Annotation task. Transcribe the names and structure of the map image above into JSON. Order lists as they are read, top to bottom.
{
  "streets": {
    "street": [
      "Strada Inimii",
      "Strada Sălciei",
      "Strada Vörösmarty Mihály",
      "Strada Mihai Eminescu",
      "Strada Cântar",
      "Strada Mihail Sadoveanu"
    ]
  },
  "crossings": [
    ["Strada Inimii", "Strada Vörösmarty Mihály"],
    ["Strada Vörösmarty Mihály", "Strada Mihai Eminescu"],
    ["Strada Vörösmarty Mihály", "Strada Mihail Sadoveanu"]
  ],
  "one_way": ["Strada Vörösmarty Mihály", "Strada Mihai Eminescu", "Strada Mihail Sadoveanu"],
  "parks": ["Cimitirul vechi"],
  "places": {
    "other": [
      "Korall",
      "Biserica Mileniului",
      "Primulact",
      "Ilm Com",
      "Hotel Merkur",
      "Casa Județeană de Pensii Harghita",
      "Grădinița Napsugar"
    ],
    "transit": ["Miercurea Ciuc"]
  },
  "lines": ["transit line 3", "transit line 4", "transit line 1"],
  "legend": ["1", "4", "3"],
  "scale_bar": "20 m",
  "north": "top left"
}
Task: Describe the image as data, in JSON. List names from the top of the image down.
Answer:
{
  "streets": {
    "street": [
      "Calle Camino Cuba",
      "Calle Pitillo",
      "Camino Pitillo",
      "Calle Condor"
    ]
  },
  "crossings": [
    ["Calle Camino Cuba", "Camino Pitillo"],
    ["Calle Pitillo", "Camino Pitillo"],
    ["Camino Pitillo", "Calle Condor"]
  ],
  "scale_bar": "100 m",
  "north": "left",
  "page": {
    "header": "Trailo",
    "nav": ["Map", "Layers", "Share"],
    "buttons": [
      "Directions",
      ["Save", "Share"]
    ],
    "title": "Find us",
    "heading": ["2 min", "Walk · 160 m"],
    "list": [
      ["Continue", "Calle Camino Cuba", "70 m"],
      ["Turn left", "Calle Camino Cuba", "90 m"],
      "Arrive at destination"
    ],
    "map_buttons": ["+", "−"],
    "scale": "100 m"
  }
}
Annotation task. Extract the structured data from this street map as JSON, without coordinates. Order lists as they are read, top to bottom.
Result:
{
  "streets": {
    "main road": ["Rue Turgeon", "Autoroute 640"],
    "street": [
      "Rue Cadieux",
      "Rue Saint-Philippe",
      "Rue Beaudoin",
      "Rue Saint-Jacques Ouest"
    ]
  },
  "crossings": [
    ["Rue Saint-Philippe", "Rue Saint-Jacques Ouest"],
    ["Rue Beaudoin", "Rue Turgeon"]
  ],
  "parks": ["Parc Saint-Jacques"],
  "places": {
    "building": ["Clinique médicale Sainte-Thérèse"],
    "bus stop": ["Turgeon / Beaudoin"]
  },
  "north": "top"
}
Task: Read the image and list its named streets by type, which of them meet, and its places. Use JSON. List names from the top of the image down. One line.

*TASK DIRECTIONS*: Your answer must be the lines from the one holding "Annotation task. Extract" to the end of the listing above, exactly as written and nothing else.

*ANSWER TO THIS PROBLEM*:
Annotation task. Extract the structured data from this street map as JSON, without coordinates. Order lists as they are read, top to bottom.
Result:
{
  "streets": {
    "main road": ["Rue Turgeon", "Autoroute 640"],
    "street": [
      "Rue Cadieux",
      "Rue Saint-Philippe",
      "Rue Beaudoin",
      "Rue Saint-Jacques Ouest"
    ]
  },
  "crossings": [
    ["Rue Saint-Philippe", "Rue Saint-Jacques Ouest"],
    ["Rue Beaudoin", "Rue Turgeon"]
  ],
  "parks": ["Parc Saint-Jacques"],
  "places": {
    "building": ["Clinique médicale Sainte-Thérèse"],
    "bus stop": ["Turgeon / Beaudoin"]
  },
  "north": "top"
}
Task: Read the image and list its named streets by type, which of them meet, and its places. Use JSON. List names from the top of the image down. One line.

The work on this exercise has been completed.